About this task:
Below are the records. List every line holding the word "boxes".

Extracted information:
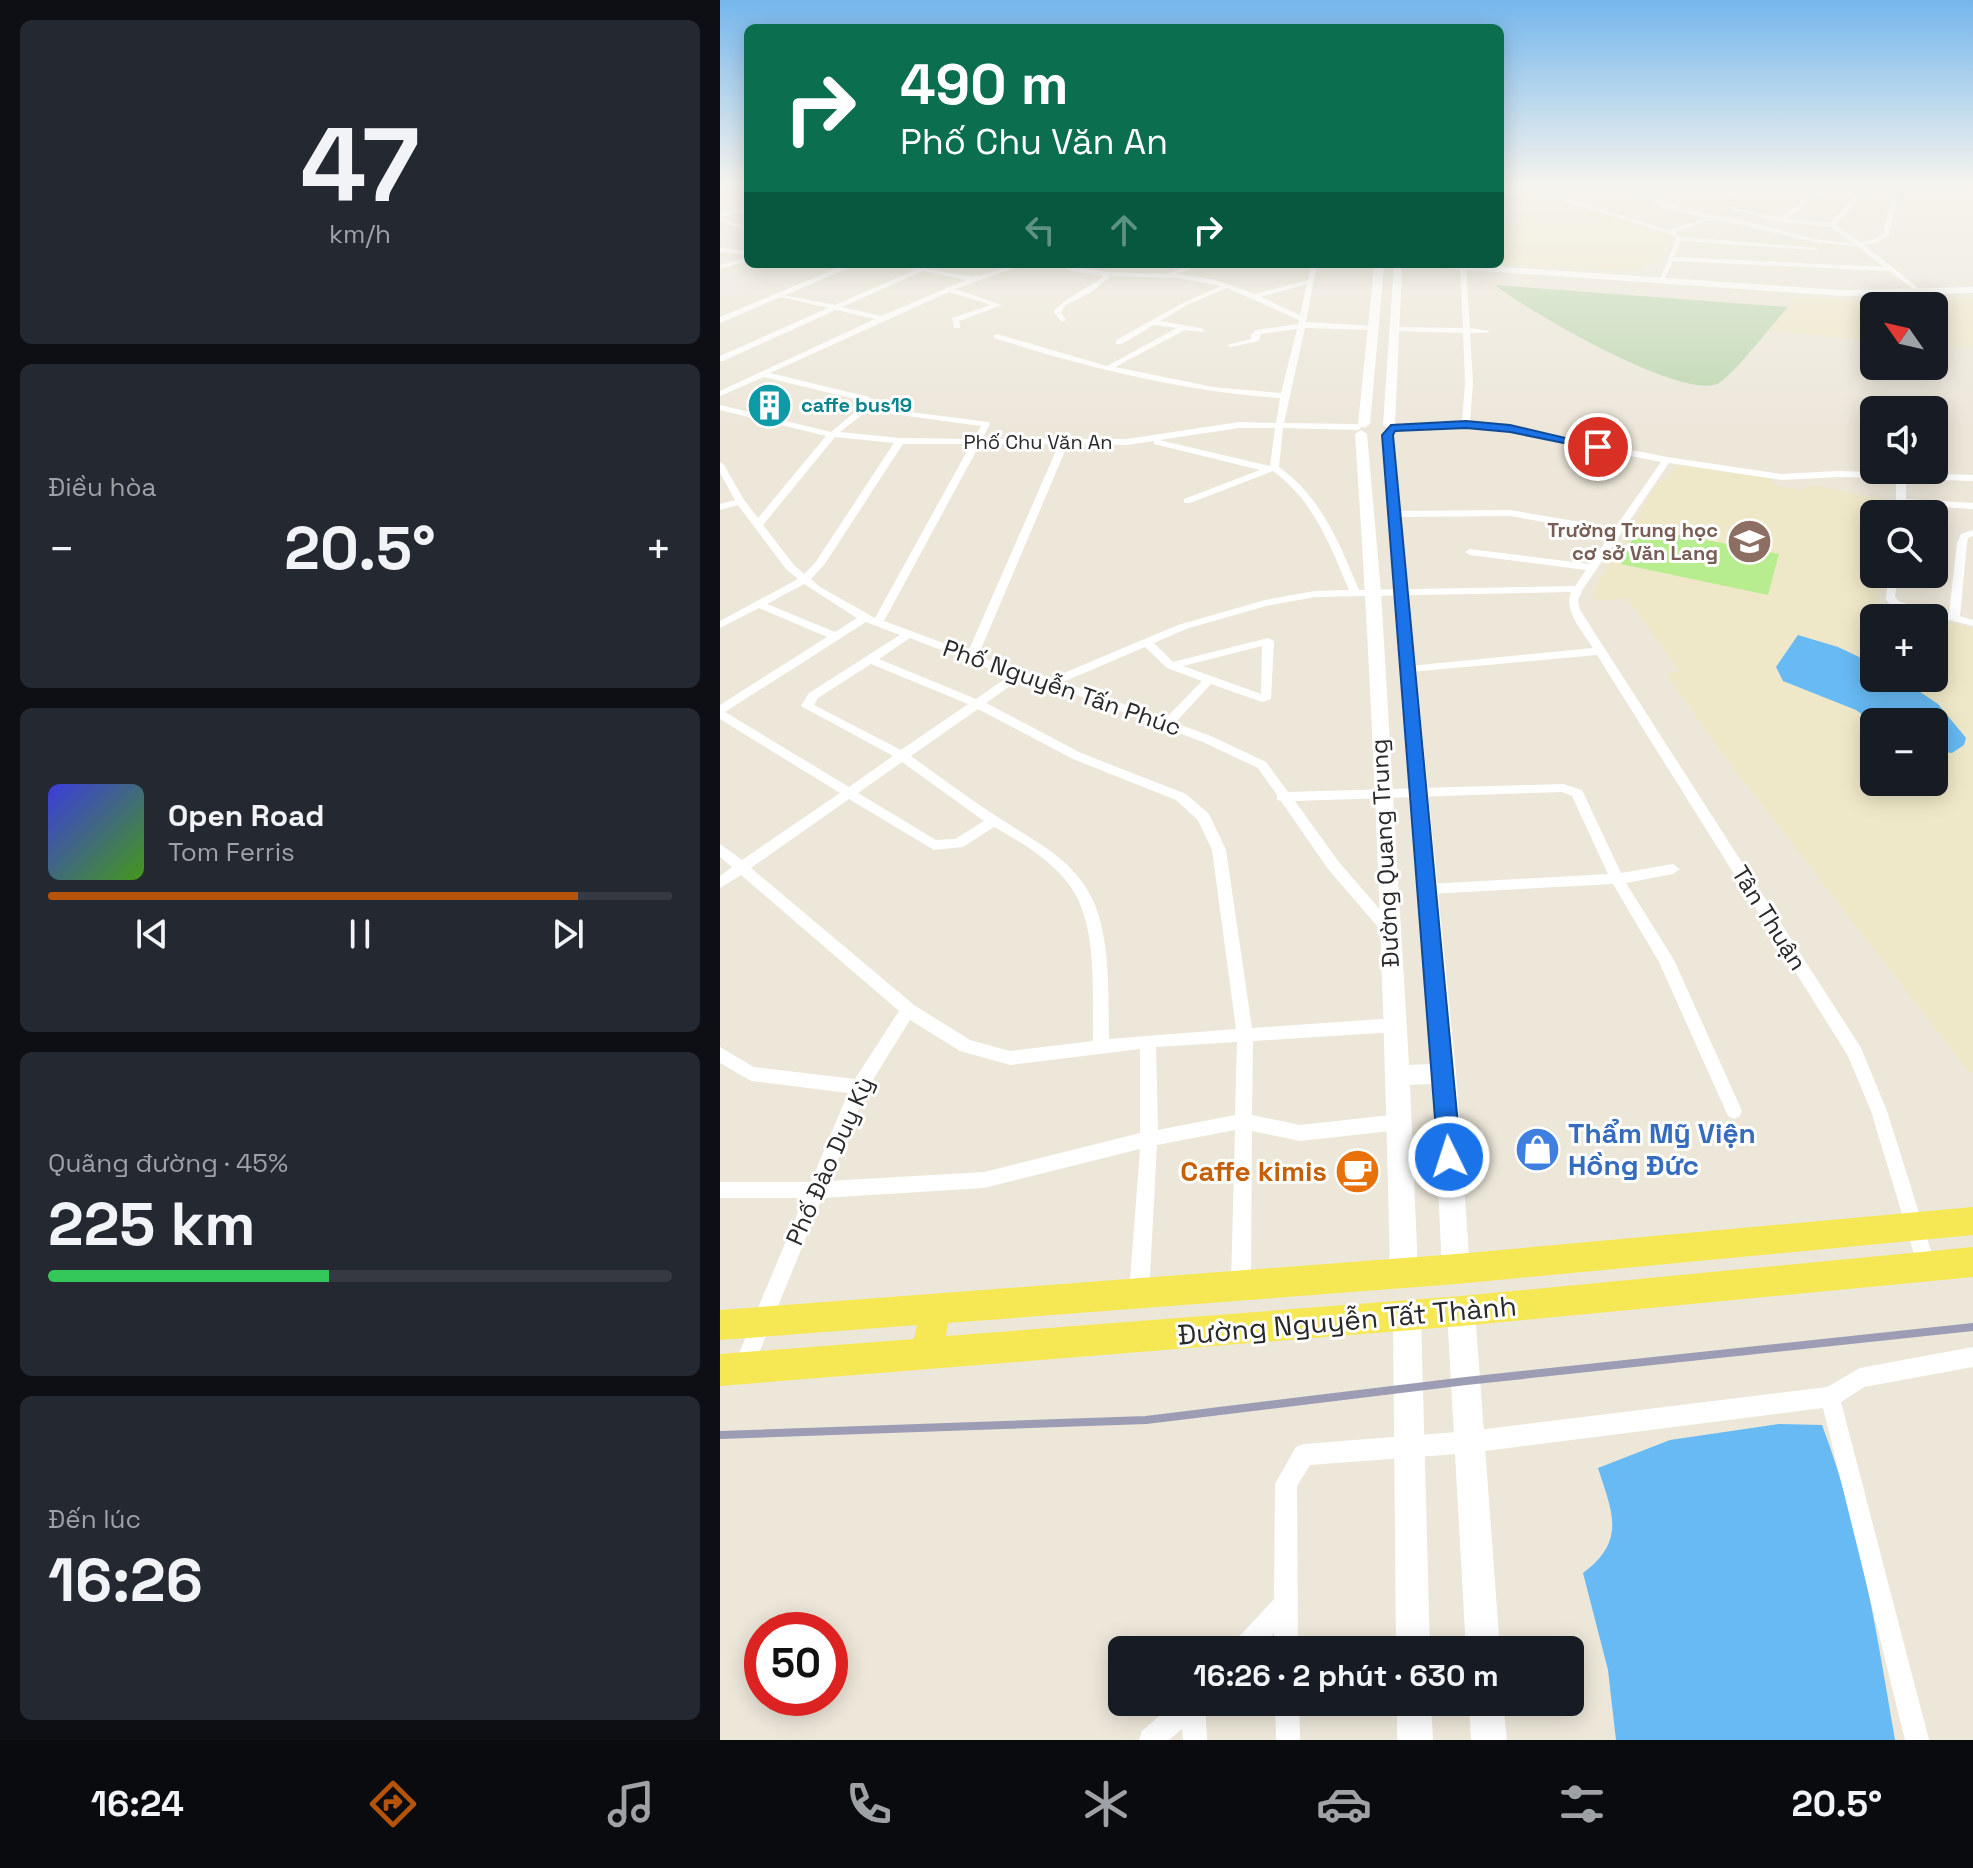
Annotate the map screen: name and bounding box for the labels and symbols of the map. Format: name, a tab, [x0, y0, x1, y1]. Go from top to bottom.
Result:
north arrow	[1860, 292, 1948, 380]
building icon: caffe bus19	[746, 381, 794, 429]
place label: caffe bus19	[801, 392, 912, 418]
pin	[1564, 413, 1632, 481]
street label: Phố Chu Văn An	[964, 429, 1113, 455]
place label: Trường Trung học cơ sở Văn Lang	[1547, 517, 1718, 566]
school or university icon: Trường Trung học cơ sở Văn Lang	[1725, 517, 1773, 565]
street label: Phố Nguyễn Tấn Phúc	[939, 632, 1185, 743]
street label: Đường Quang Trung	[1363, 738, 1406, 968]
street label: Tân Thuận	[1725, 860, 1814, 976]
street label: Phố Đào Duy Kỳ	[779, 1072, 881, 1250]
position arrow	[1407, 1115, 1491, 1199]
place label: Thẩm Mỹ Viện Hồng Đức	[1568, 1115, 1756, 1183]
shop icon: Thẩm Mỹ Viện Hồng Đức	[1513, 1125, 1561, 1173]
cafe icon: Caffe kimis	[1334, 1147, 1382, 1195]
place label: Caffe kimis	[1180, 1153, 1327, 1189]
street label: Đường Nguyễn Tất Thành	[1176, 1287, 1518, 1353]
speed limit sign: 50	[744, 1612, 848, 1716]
--
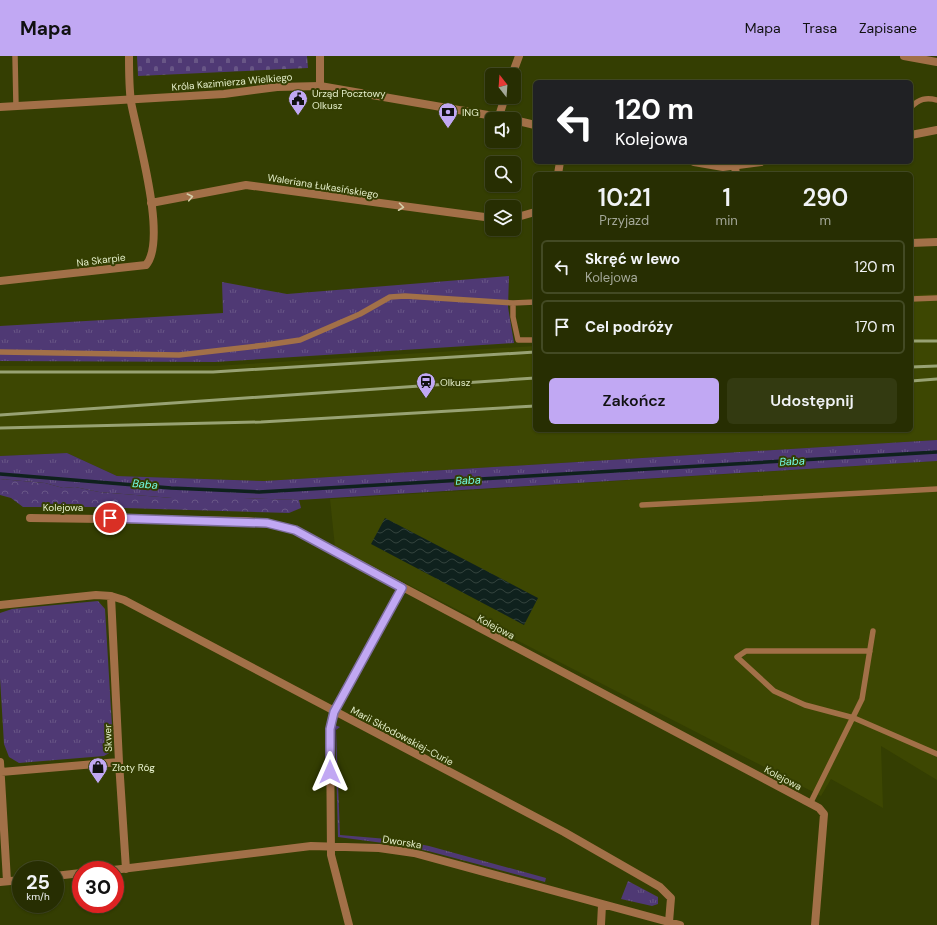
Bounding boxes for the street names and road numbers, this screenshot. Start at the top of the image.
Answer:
...
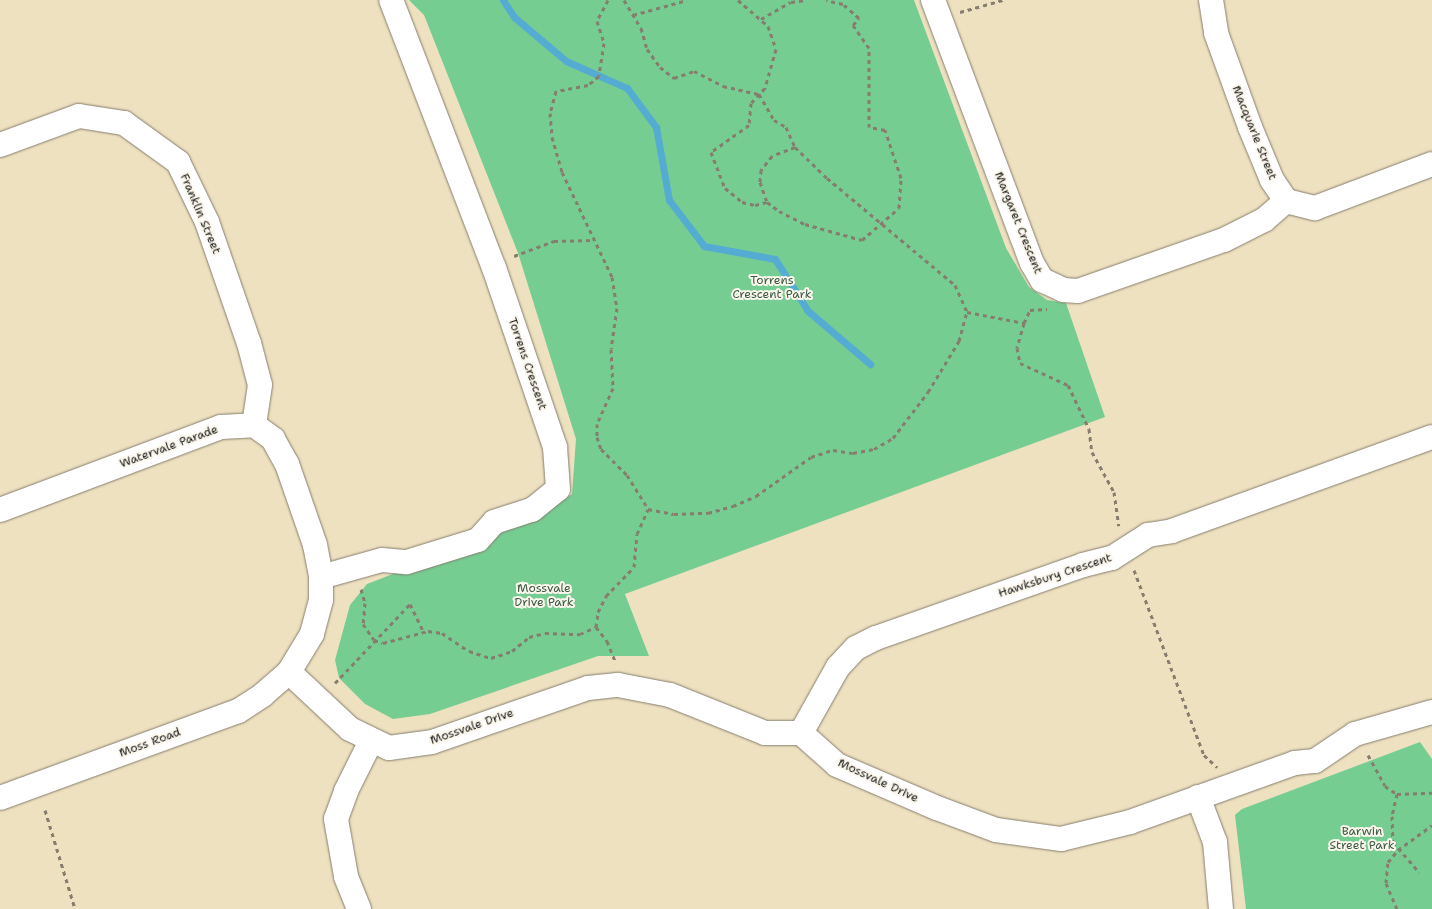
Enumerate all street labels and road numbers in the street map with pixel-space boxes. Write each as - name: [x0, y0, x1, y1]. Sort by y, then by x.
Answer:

Answer section:
Bounding boxes for the street names and road numbers, this screenshot. Start at the top of the image.
Enumerate all street labels and road numbers in the street map with pixel-space boxes. Write each as - name: [x0, y0, x1, y1]. Sort by y, then by x.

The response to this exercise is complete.